Exercise description =
Look below for the line that has "93px,1102px 106px,1081px 122px,1071px". Set down the lines from there through the line that has "247px,986px 322px,962px 340px,975px", exactly as written.

[Data section Boundary: Start]

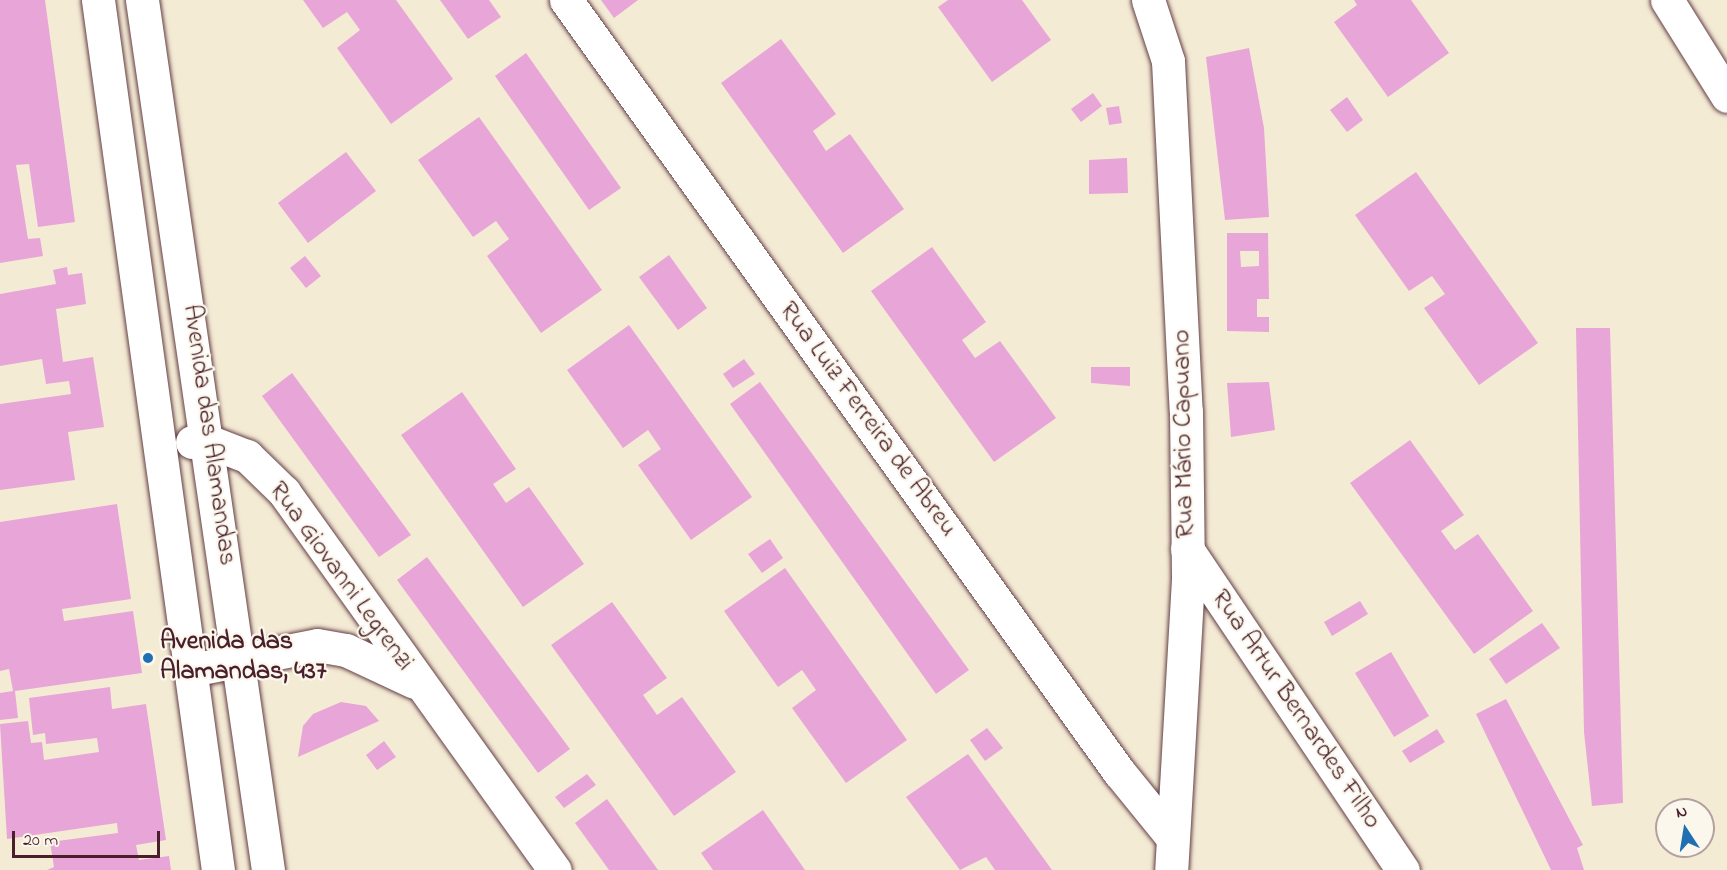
<!DOCTYPE html>
<html>
<head>
<meta charset="utf-8">
<style>
  body { margin:0 }
  #map { position:relative; width:1727px; height:870px; overflow:hidden; background:#f4ebd5; font-family:"Indie Flower",sans-serif }
  div>[style] { position:absolute }
  .building>* { inset:0; background:#e8a5d8 }
  .roads { filter:drop-shadow(0 0 2px #643e44) drop-shadow(0 0 2px #643e44) }
  .minor>* { height:33px; margin:-16.5px; padding:0 16.5px; transform-origin:16.5px; border-radius:16.5px; background:#fff }
  .dots>* { width:16px; height:16px; translate:-50% -50%; box-sizing:border-box; border:3px solid #fbf7ec; border-radius:50% }
  span { translate:-50% -50%; white-space:nowrap; text-align:center; line-height:1.15; -webkit-text-stroke:4.5px #fbf7ec; paint-order:stroke }
  .street-label { font-size:26px; color:#4a1f2b }
  .poi-label { font-size:26px; color:#4a1f2b; font-weight:700 }
  .left { translate:0 -50%; text-align:left }
  .north { position:absolute; left:1655px; top:798px; width:60px; height:60px; box-sizing:border-box; background:#fbf7ec; border:2px solid #b4a19f; border-radius:50%; rotate:348deg; font-size:16px; font-weight:700; line-height:24px; text-align:center; color:#4a1f2b }
  .north::after { content:''; display:block; margin:auto; width:21px; height:27px; background:#1f6fb2; clip-path:polygon(50% 0,100% 100%,50% 72%,0 100%) }
  .scale { position:absolute; left:12px; top:831px; width:148px; height:27px; box-sizing:border-box; border:3px solid #4a1f2b; border-top:0; padding-left:8px; font-size:18px; line-height:21px; white-space:nowrap; color:#4a1f2b; -webkit-text-stroke:4px #fbf7ec; paint-order:stroke }
</style>
</head>
<body>
<div id="map">
  <div class="building">
    <div style="clip-path:polygon(0 0,45px 0,75px 222px,38px 227px,29px 164px,16px 165px,28px 239px,40px 238px,43px 256px,0 263px)"></div>
    <div style="clip-path:polygon(303px 0,396px 0,453px 79px,391px 124px,337px 48px,360px 30px,347px 12px,323px 28px)"></div>
    <div style="clip-path:polygon(440px 0,489px 0,501px 17px,468px 39px)"></div>
    <div style="clip-path:polygon(601px 0,638px 0,614px 18px)"></div>
    <div style="clip-path:polygon(948px 0,1022px 0,1051px 40px,992px 82px,938px 7px)"></div>
    <div style="clip-path:polygon(1354px 0,1411px 0,1449px 53px,1388px 97px,1334px 22px,1357px 5px)"></div>
    <div style="clip-path:polygon(781px 39px,836px 114px,813px 131px,826px 151px,850px 134px,904px 209px,843px 253px,721px 83px)"></div>
    <div style="clip-path:polygon(1249px 48px,1264px 128px,1269px 217px,1225px 220px,1206px 57px)"></div>
    <div style="clip-path:polygon(526px 53px,621px 188px,589px 210px,495px 76px)"></div>
    <div style="clip-path:polygon(1093px 93px,1102px 106px,1081px 122px,1071px 109px)"></div>
    <div style="clip-path:polygon(1347px 97px,1363px 120px,1347px 132px,1330px 110px)"></div>
    <div style="clip-path:polygon(1119px 106px,1122px 123px,1109px 125px,1106px 108px)"></div>
    <div style="clip-path:polygon(479px 117px,602px 290px,541px 333px,487px 256px,509px 239px,496px 221px,473px 237px,418px 160px)"></div>
    <div style="clip-path:polygon(346px 152px,376px 191px,308px 243px,278px 203px)"></div>
    <div style="clip-path:polygon(1127px 158px,1128px 193px,1089px 194px,1089px 160px)"></div>
    <div style="clip-path:polygon(1416px 172px,1538px 343px,1479px 385px,1424px 308px,1445px 294px,1432px 276px,1409px 291px,1355px 215px)"></div>
    <div style="clip-path:polygon(evenodd,1227px 233px,1268px 233px,1269px 299px,1257px 299px,1257px 317px,1269px 317px,1269px 332px,1227px 331px,1227px 233px,1240px 251px,1259px 251px,1259px 266px,1241px 267px,1240px 251px)"></div>
    <div style="clip-path:polygon(932px 247px,986px 322px,962px 340px,975px 358px,1000px 341px,1056px 418px,994px 462px,871px 291px)"></div>
    <div style="clip-path:polygon(669px 255px,707px 308px,678px 330px,639px 277px)"></div>
    <div style="clip-path:polygon(305px 256px,321px 276px,306px 288px,290px 268px)"></div>
    <div style="clip-path:polygon(67px 267px,68px 275px,82px 273px,86px 304px,56px 309px,63px 362px,93px 357px,104px 427px,68px 432px,75px 480px,0 490px,0 404px,71px 394px,69px 381px,46px 384px,42px 359px,0 366px,0 294px,56px 284px,53px 270px)"></div>
    <div style="clip-path:polygon(629px 325px,752px 497px,691px 540px,638px 465px,661px 449px,648px 430px,623px 448px,567px 370px)"></div>
    <div style="clip-path:polygon(1576px 328px,1610px 328px,1623px 803px,1592px 806px,1584px 732px)"></div>
    <div style="clip-path:polygon(744px 359px,755px 374px,733px 388px,723px 374px)"></div>
    <div style="clip-path:polygon(1091px 367px,1130px 367px,1130px 386px,1091px 383px)"></div>
    <div style="clip-path:polygon(292px 373px,411px 535px,379px 557px,262px 396px)"></div>
    <div style="clip-path:polygon(760px 382px,969px 670px,936px 694px,730px 404px)"></div>
    <div style="clip-path:polygon(1269px 382px,1275px 430px,1231px 437px,1227px 383px)"></div>
    <div style="clip-path:polygon(462px 392px,516px 469px,493px 484px,506px 503px,529px 487px,584px 564px,523px 607px,401px 435px)"></div>
    <div style="clip-path:polygon(1410px 440px,1464px 515px,1441px 531px,1455px 550px,1478px 534px,1533px 611px,1474px 654px,1350px 483px)"></div>
    <div style="clip-path:polygon(117px 504px,131px 599px,62px 609px,64px 621px,133px 611px,142px 673px,15px 691px,18px 718px,0 720px,0 693px,13px 691px,9px 669px,0 671px,0 522px)"></div>
    <div style="clip-path:polygon(770px 539px,783px 558px,762px 573px,748px 554px)"></div>
    <div style="clip-path:polygon(427px 557px,570px 749px,538px 773px,397px 580px)"></div>
    <div style="clip-path:polygon(785px 568px,907px 740px,846px 783px,792px 708px,816px 690px,802px 670px,778px 687px,724px 611px)"></div>
    <div style="clip-path:polygon(1360px 601px,1368px 614px,1332px 636px,1324px 622px)"></div>
    <div style="clip-path:polygon(612px 602px,667px 678px,643px 695px,657px 715px,682px 697px,736px 772px,674px 816px,551px 645px)"></div>
    <div style="clip-path:polygon(1542px 623px,1560px 648px,1506px 684px,1489px 659px)"></div>
    <div style="clip-path:polygon(1391px 652px,1429px 716px,1394px 737px,1355px 673px)"></div>
    <div style="clip-path:polygon(110px 687px,112px 709px,146px 704px,166px 840px,136px 845px,139px 860px,169px 856px,171px 870px,47px 870px,54px 867px,50px 842px,118px 833px,117px 823px,7px 839px,0 724px,28px 721px,31px 743px,42px 742px,44px 760px,99px 752px,97px 738px,46px 744px,45px 733px,33px 735px,29px 698px)"></div>
    <div style="clip-path:polygon(1506px 699px,1583px 845px,1577px 848px,1584px 870px,1551px 870px,1476px 714px)"></div>
    <div style="clip-path:polygon(341px 702px,366px 706px,379px 721px,298px 757px,303px 726px,313px 714px)"></div>
    <div style="clip-path:polygon(987px 728px,1003px 748px,985px 761px,970px 740px)"></div>
    <div style="clip-path:polygon(1437px 729px,1445px 742px,1410px 763px,1402px 751px)"></div>
    <div style="clip-path:polygon(384px 741px,396px 757px,377px 770px,366px 755px)"></div>
    <div style="clip-path:polygon(968px 754px,1052px 870px,995px 870px,986px 857px,960px 870px,906px 797px)"></div>
    <div style="clip-path:polygon(587px 774px,596px 785px,564px 808px,555px 797px)"></div>
    <div style="clip-path:polygon(607px 799px,658px 870px,609px 870px,575px 823px)"></div>
    <div style="clip-path:polygon(763px 810px,805px 870px,713px 870px,701px 853px)"></div>
  </div>
  <div class="roads">
    <div class="minor">
      <div style="left:98px;top:0;width:878px;rotate:82.15deg"></div>
      <div style="left:142px;top:0;width:879px;rotate:81.76deg"></div>
      <div style="left:566px;top:0;width:950px;rotate:54.39deg"></div>
      <div style="left:1119px;top:772px;width:82px;rotate:50.9deg"></div>
      <div style="left:1148px;top:0;width:64px;rotate:71.8deg"></div>
      <div style="left:1168px;top:61px;width:350px;rotate:87.1deg"></div>
      <div style="left:1186px;top:411px;width:168px;rotate:89.3deg"></div>
      <div style="left:1188px;top:579px;width:291px;rotate:93.3deg"></div>
      <div style="left:1667px;top:0;width:113px;rotate:58deg"></div>
      <div style="left:192px;top:442px;width:18px"></div>
      <div style="left:210px;top:442px;width:40px;rotate:21deg"></div>
      <div style="left:247px;top:456px;width:52px;rotate:44.2deg"></div>
      <div style="left:284px;top:492px;width:465px;rotate:54.4deg"></div>
      <div style="left:1187px;top:549px;width:387px;rotate:56.1deg"></div>
      <div style="left:191px;top:670px;width:128px;rotate:-11.2deg"></div>
      <div style="left:317px;top:645px;width:29px;rotate:10deg"></div>
      <div style="left:346px;top:650px;width:75px;rotate:25.2deg"></div>
    </div>
  </div>
  <div class="dots">
    <div style="left:148px;top:658px;background:#1f6fb2"></div>
  </div>
  <div class="street-label">
    <span style="left:867px;top:420px;rotate:54deg">Rua Luiz Ferreira de Abreu</span>
    <span style="left:1185px;top:434px;rotate:-91deg">Rua Mário Capuano</span>
    <span style="left:208px;top:435px;rotate:82deg">Avenida das Alamandas</span>
    <span style="left:340px;top:577px;rotate:54deg">Rua Giovanni Legrenzi</span>
    <span style="left:1295px;top:710px;rotate:56deg">Rua Artur Bernardes Filho</span>
  </div>
  <div class="poi-label">
    <span class="left" style="left:160px;top:658px">Avenida das<br>Alamandas, 437</span>
  </div>
  <div class="north">N</div>
  <div class="scale">20 m</div>
</div>
</body>
</html>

[Data section Boundary: End]

Task output =
    <div style="clip-path:polygon(1093px 93px,1102px 106px,1081px 122px,1071px 109px)"></div>
    <div style="clip-path:polygon(1347px 97px,1363px 120px,1347px 132px,1330px 110px)"></div>
    <div style="clip-path:polygon(1119px 106px,1122px 123px,1109px 125px,1106px 108px)"></div>
    <div style="clip-path:polygon(479px 117px,602px 290px,541px 333px,487px 256px,509px 239px,496px 221px,473px 237px,418px 160px)"></div>
    <div style="clip-path:polygon(346px 152px,376px 191px,308px 243px,278px 203px)"></div>
    <div style="clip-path:polygon(1127px 158px,1128px 193px,1089px 194px,1089px 160px)"></div>
    <div style="clip-path:polygon(1416px 172px,1538px 343px,1479px 385px,1424px 308px,1445px 294px,1432px 276px,1409px 291px,1355px 215px)"></div>
    <div style="clip-path:polygon(evenodd,1227px 233px,1268px 233px,1269px 299px,1257px 299px,1257px 317px,1269px 317px,1269px 332px,1227px 331px,1227px 233px,1240px 251px,1259px 251px,1259px 266px,1241px 267px,1240px 251px)"></div>
    <div style="clip-path:polygon(932px 247px,986px 322px,962px 340px,975px 358px,1000px 341px,1056px 418px,994px 462px,871px 291px)"></div>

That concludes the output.